= ASSIGNMENT =
Give the records once more, exactly as they stand.

= EXCERPTED RECORDS =
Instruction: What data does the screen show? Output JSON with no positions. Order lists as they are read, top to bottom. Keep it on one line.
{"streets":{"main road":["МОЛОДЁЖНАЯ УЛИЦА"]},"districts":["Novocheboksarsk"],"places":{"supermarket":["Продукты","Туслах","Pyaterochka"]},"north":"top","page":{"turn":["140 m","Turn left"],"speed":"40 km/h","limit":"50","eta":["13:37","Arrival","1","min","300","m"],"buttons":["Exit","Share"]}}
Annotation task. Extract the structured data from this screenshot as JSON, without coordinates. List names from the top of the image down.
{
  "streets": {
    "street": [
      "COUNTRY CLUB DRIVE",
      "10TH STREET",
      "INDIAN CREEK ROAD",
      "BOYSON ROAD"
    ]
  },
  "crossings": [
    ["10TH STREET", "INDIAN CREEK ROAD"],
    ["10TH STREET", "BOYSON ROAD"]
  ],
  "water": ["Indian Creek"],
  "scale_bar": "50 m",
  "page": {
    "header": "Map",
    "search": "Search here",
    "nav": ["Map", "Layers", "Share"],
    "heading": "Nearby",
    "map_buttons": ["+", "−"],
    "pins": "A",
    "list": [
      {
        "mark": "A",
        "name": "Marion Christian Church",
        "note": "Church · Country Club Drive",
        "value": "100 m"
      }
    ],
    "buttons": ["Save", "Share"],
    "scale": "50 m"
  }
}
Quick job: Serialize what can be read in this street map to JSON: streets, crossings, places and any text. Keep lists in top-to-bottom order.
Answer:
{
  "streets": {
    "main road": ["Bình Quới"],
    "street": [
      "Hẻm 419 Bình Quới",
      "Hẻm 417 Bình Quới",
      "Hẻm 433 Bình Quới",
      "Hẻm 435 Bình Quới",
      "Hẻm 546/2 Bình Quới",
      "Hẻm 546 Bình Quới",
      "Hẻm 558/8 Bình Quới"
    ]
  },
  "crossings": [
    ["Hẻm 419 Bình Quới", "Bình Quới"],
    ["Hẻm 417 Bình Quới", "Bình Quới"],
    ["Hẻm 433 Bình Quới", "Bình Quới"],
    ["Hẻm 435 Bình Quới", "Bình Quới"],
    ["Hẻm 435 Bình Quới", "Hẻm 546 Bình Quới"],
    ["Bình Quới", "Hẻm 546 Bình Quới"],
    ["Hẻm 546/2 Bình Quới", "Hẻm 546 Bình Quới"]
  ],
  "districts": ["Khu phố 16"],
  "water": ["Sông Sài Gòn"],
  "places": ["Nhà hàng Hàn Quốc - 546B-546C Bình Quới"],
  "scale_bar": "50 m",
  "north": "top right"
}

= RESPONSE AREA =
Instruction: What data does the screen show? Output JSON with no positions. Order lists as they are read, top to bottom. Keep it on one line.
{"streets":{"main road":["МОЛОДЁЖНАЯ УЛИЦА"]},"districts":["Novocheboksarsk"],"places":{"supermarket":["Продукты","Туслах","Pyaterochka"]},"north":"top","page":{"turn":["140 m","Turn left"],"speed":"40 km/h","limit":"50","eta":["13:37","Arrival","1","min","300","m"],"buttons":["Exit","Share"]}}
Annotation task. Extract the structured data from this screenshot as JSON, without coordinates. List names from the top of the image down.
{
  "streets": {
    "street": [
      "COUNTRY CLUB DRIVE",
      "10TH STREET",
      "INDIAN CREEK ROAD",
      "BOYSON ROAD"
    ]
  },
  "crossings": [
    ["10TH STREET", "INDIAN CREEK ROAD"],
    ["10TH STREET", "BOYSON ROAD"]
  ],
  "water": ["Indian Creek"],
  "scale_bar": "50 m",
  "page": {
    "header": "Map",
    "search": "Search here",
    "nav": ["Map", "Layers", "Share"],
    "heading": "Nearby",
    "map_buttons": ["+", "−"],
    "pins": "A",
    "list": [
      {
        "mark": "A",
        "name": "Marion Christian Church",
        "note": "Church · Country Club Drive",
        "value": "100 m"
      }
    ],
    "buttons": ["Save", "Share"],
    "scale": "50 m"
  }
}
Quick job: Serialize what can be read in this street map to JSON: streets, crossings, places and any text. Keep lists in top-to-bottom order.
Answer:
{
  "streets": {
    "main road": ["Bình Quới"],
    "street": [
      "Hẻm 419 Bình Quới",
      "Hẻm 417 Bình Quới",
      "Hẻm 433 Bình Quới",
      "Hẻm 435 Bình Quới",
      "Hẻm 546/2 Bình Quới",
      "Hẻm 546 Bình Quới",
      "Hẻm 558/8 Bình Quới"
    ]
  },
  "crossings": [
    ["Hẻm 419 Bình Quới", "Bình Quới"],
    ["Hẻm 417 Bình Quới", "Bình Quới"],
    ["Hẻm 433 Bình Quới", "Bình Quới"],
    ["Hẻm 435 Bình Quới", "Bình Quới"],
    ["Hẻm 435 Bình Quới", "Hẻm 546 Bình Quới"],
    ["Bình Quới", "Hẻm 546 Bình Quới"],
    ["Hẻm 546/2 Bình Quới", "Hẻm 546 Bình Quới"]
  ],
  "districts": ["Khu phố 16"],
  "water": ["Sông Sài Gòn"],
  "places": ["Nhà hàng Hàn Quốc - 546B-546C Bình Quới"],
  "scale_bar": "50 m",
  "north": "top right"
}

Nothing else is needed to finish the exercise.